QUMRAN, West Bank - Researchers say their discovery of a 2,000-year-old toilet at one of the world's most important archeological sites sheds new light on whether the ancient Essene community was home to the authors of many of the Dead Sea Scrolls.
In a new study, three researchers say they have discovered the outdoor latrine used by the ancient residents of Qumran, on the barren banks of the Dead Sea.

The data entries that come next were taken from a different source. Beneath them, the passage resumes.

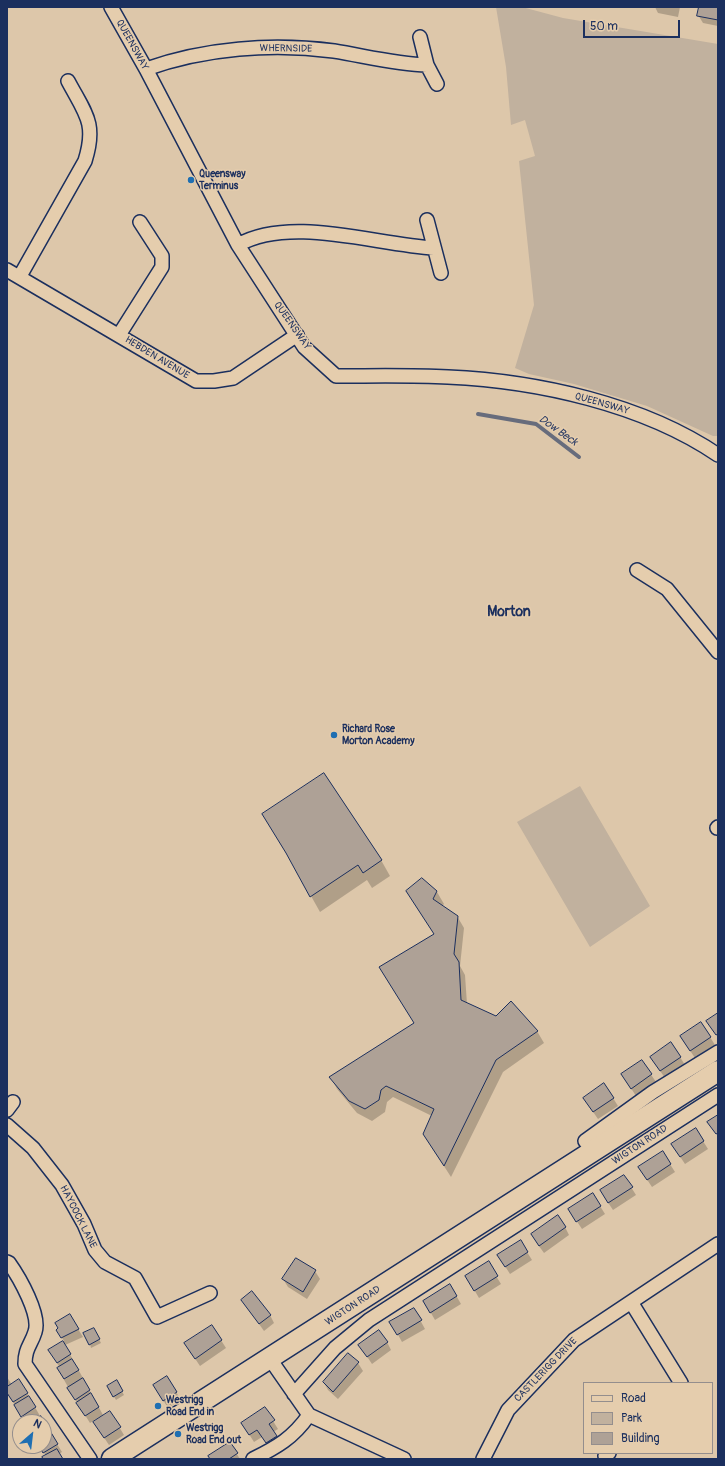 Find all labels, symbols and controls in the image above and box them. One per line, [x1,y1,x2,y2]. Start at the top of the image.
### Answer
scale bar [585,12,682,38]
street label: QUEENSWAY [113,18,151,72]
text: 50 m [590,19,618,34]
street label: WHERNSIDE [260,43,312,55]
place label: Queensway Terminus [199,168,245,192]
marker: Queensway Terminus [186,175,196,185]
street label: QUEENSWAY [271,300,313,352]
street label: HEBDEN AVENUE [123,334,191,382]
street label: QUEENSWAY [573,390,631,418]
water label: Dow Beck [536,413,580,449]
district label: Morton [487,604,531,620]
place label: Richard Rose Morton Academy [342,723,414,746]
marker: Richard Rose Morton Academy [329,730,339,740]
street label: WIGTON ROAD [610,1123,670,1167]
street label: HAYCOCK LANE [57,1183,99,1251]
street label: WIGTON ROAD [323,1284,383,1328]
street label: CASTLERIGG DRIVE [512,1335,580,1405]
legend [583,1382,713,1454]
text: Road [621,1391,646,1406]
place label: Westrigg Road End in [166,1394,214,1418]
marker: Westrigg Road End in [153,1401,163,1411]
text: Park [621,1411,642,1426]
north arrow [12,1414,52,1454]
text: N [31,1416,44,1431]
place label: Westrigg Road End out [186,1422,241,1446]
marker: Westrigg Road End out [173,1429,183,1439]
text: Building [621,1431,660,1446]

They say the find proves the people living here two millennia ago were Essenes, an ascetic Jewish sect that left Jerusalem to seek proximity to God in the desert.
Qumran and its environs have already yielded many treasures: the remains of a settlement with an aqueduct and ritual baths, ancient sandals and pottery, and the Dead Sea Scrolls -- perhaps the greatest archeological find of the 20th century.
The scrolls, which include fragments of the books of the Old Testament and treatises on communal living and apocalyptic war, have shed important light on Judaism and the origins of Christianity.
Thanks to an Israeli anthropologist, an American textual scholar and a French paleo-parasitologist, researchers can now add another find: human excrement.
The discovery is more significant than it may seem. The nature of the settlement at Qumran is the subject of a lively academic debate.
The traditional view, supported by a majority of scholars since the site was first excavated in the 1950s, is that the settlement was inhabited by Essene monks who observed strict rules of ritual purity and celibacy and who wrote many of the Dead Sea Scrolls.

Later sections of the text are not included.